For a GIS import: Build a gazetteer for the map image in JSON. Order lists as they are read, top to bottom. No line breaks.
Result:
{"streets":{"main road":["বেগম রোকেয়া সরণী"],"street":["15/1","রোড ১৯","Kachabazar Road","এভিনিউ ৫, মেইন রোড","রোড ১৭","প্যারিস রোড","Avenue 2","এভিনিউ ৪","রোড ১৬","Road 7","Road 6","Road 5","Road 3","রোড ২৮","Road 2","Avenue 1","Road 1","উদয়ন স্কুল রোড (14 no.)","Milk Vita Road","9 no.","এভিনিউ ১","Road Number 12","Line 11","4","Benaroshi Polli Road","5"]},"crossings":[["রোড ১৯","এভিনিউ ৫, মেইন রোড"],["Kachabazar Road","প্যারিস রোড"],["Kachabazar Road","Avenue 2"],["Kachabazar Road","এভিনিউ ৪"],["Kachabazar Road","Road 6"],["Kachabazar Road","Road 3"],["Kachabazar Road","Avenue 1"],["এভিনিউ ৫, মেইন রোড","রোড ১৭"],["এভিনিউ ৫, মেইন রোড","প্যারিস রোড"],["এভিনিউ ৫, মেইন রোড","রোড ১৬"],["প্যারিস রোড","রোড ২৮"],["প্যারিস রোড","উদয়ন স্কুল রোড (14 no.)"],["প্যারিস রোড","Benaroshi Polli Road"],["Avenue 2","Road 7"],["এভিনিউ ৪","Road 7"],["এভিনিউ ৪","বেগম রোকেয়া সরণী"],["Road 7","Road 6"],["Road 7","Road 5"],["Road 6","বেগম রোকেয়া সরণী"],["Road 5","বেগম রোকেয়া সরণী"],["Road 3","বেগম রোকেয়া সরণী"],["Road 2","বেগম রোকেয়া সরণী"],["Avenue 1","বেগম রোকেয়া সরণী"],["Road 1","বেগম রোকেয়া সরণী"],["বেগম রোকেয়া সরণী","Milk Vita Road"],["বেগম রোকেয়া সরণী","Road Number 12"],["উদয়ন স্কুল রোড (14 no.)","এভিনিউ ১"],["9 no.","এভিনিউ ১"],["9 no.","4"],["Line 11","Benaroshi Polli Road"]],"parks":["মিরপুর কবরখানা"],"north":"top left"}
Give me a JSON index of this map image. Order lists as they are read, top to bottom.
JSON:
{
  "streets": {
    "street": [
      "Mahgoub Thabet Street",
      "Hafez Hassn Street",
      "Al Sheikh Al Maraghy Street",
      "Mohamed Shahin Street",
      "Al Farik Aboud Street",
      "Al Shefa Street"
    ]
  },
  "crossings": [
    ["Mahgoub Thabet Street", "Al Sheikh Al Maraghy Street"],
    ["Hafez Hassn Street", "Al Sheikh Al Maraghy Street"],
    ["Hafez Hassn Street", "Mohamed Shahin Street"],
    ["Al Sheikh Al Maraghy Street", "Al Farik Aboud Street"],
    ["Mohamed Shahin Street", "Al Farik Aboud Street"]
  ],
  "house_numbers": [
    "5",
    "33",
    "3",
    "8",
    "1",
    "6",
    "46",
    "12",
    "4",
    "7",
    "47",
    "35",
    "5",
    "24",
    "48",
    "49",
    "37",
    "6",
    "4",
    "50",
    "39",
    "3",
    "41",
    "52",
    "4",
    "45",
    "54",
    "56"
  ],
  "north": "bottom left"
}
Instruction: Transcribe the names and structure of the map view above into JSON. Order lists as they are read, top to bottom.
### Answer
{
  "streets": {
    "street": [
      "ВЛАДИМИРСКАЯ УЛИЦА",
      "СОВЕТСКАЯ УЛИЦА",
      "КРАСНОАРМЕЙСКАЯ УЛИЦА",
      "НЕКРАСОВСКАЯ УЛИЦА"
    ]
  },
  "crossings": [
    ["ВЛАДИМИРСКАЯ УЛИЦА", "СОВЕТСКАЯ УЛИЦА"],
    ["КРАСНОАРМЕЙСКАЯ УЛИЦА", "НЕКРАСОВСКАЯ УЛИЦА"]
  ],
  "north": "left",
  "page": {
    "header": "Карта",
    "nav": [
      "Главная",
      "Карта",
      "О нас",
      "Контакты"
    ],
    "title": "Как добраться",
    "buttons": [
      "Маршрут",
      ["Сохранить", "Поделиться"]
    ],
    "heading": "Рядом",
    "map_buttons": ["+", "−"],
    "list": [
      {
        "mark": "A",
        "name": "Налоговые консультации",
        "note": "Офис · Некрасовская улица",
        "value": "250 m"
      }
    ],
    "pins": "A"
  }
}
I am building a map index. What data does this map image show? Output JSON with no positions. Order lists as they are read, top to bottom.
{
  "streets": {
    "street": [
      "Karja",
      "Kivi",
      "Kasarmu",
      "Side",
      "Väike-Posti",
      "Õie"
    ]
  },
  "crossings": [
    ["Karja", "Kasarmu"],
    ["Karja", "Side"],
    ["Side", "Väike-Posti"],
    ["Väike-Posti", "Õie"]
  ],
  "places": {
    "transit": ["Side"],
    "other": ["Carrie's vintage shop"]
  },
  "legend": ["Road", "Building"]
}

## Instructions to follow
The required output is all of the material, word for word.

## Problem solution
For a GIS import: Build a gazetteer for the map image in JSON. Order lists as they are read, top to bottom. No line breaks.
Result:
{"streets":{"main road":["বেগম রোকেয়া সরণী"],"street":["15/1","রোড ১৯","Kachabazar Road","এভিনিউ ৫, মেইন রোড","রোড ১৭","প্যারিস রোড","Avenue 2","এভিনিউ ৪","রোড ১৬","Road 7","Road 6","Road 5","Road 3","রোড ২৮","Road 2","Avenue 1","Road 1","উদয়ন স্কুল রোড (14 no.)","Milk Vita Road","9 no.","এভিনিউ ১","Road Number 12","Line 11","4","Benaroshi Polli Road","5"]},"crossings":[["রোড ১৯","এভিনিউ ৫, মেইন রোড"],["Kachabazar Road","প্যারিস রোড"],["Kachabazar Road","Avenue 2"],["Kachabazar Road","এভিনিউ ৪"],["Kachabazar Road","Road 6"],["Kachabazar Road","Road 3"],["Kachabazar Road","Avenue 1"],["এভিনিউ ৫, মেইন রোড","রোড ১৭"],["এভিনিউ ৫, মেইন রোড","প্যারিস রোড"],["এভিনিউ ৫, মেইন রোড","রোড ১৬"],["প্যারিস রোড","রোড ২৮"],["প্যারিস রোড","উদয়ন স্কুল রোড (14 no.)"],["প্যারিস রোড","Benaroshi Polli Road"],["Avenue 2","Road 7"],["এভিনিউ ৪","Road 7"],["এভিনিউ ৪","বেগম রোকেয়া সরণী"],["Road 7","Road 6"],["Road 7","Road 5"],["Road 6","বেগম রোকেয়া সরণী"],["Road 5","বেগম রোকেয়া সরণী"],["Road 3","বেগম রোকেয়া সরণী"],["Road 2","বেগম রোকেয়া সরণী"],["Avenue 1","বেগম রোকেয়া সরণী"],["Road 1","বেগম রোকেয়া সরণী"],["বেগম রোকেয়া সরণী","Milk Vita Road"],["বেগম রোকেয়া সরণী","Road Number 12"],["উদয়ন স্কুল রোড (14 no.)","এভিনিউ ১"],["9 no.","এভিনিউ ১"],["9 no.","4"],["Line 11","Benaroshi Polli Road"]],"parks":["মিরপুর কবরখানা"],"north":"top left"}
Give me a JSON index of this map image. Order lists as they are read, top to bottom.
JSON:
{
  "streets": {
    "street": [
      "Mahgoub Thabet Street",
      "Hafez Hassn Street",
      "Al Sheikh Al Maraghy Street",
      "Mohamed Shahin Street",
      "Al Farik Aboud Street",
      "Al Shefa Street"
    ]
  },
  "crossings": [
    ["Mahgoub Thabet Street", "Al Sheikh Al Maraghy Street"],
    ["Hafez Hassn Street", "Al Sheikh Al Maraghy Street"],
    ["Hafez Hassn Street", "Mohamed Shahin Street"],
    ["Al Sheikh Al Maraghy Street", "Al Farik Aboud Street"],
    ["Mohamed Shahin Street", "Al Farik Aboud Street"]
  ],
  "house_numbers": [
    "5",
    "33",
    "3",
    "8",
    "1",
    "6",
    "46",
    "12",
    "4",
    "7",
    "47",
    "35",
    "5",
    "24",
    "48",
    "49",
    "37",
    "6",
    "4",
    "50",
    "39",
    "3",
    "41",
    "52",
    "4",
    "45",
    "54",
    "56"
  ],
  "north": "bottom left"
}
Instruction: Transcribe the names and structure of the map view above into JSON. Order lists as they are read, top to bottom.
### Answer
{
  "streets": {
    "street": [
      "ВЛАДИМИРСКАЯ УЛИЦА",
      "СОВЕТСКАЯ УЛИЦА",
      "КРАСНОАРМЕЙСКАЯ УЛИЦА",
      "НЕКРАСОВСКАЯ УЛИЦА"
    ]
  },
  "crossings": [
    ["ВЛАДИМИРСКАЯ УЛИЦА", "СОВЕТСКАЯ УЛИЦА"],
    ["КРАСНОАРМЕЙСКАЯ УЛИЦА", "НЕКРАСОВСКАЯ УЛИЦА"]
  ],
  "north": "left",
  "page": {
    "header": "Карта",
    "nav": [
      "Главная",
      "Карта",
      "О нас",
      "Контакты"
    ],
    "title": "Как добраться",
    "buttons": [
      "Маршрут",
      ["Сохранить", "Поделиться"]
    ],
    "heading": "Рядом",
    "map_buttons": ["+", "−"],
    "list": [
      {
        "mark": "A",
        "name": "Налоговые консультации",
        "note": "Офис · Некрасовская улица",
        "value": "250 m"
      }
    ],
    "pins": "A"
  }
}
I am building a map index. What data does this map image show? Output JSON with no positions. Order lists as they are read, top to bottom.
{
  "streets": {
    "street": [
      "Karja",
      "Kivi",
      "Kasarmu",
      "Side",
      "Väike-Posti",
      "Õie"
    ]
  },
  "crossings": [
    ["Karja", "Kasarmu"],
    ["Karja", "Side"],
    ["Side", "Väike-Posti"],
    ["Väike-Posti", "Õie"]
  ],
  "places": {
    "transit": ["Side"],
    "other": ["Carrie's vintage shop"]
  },
  "legend": ["Road", "Building"]
}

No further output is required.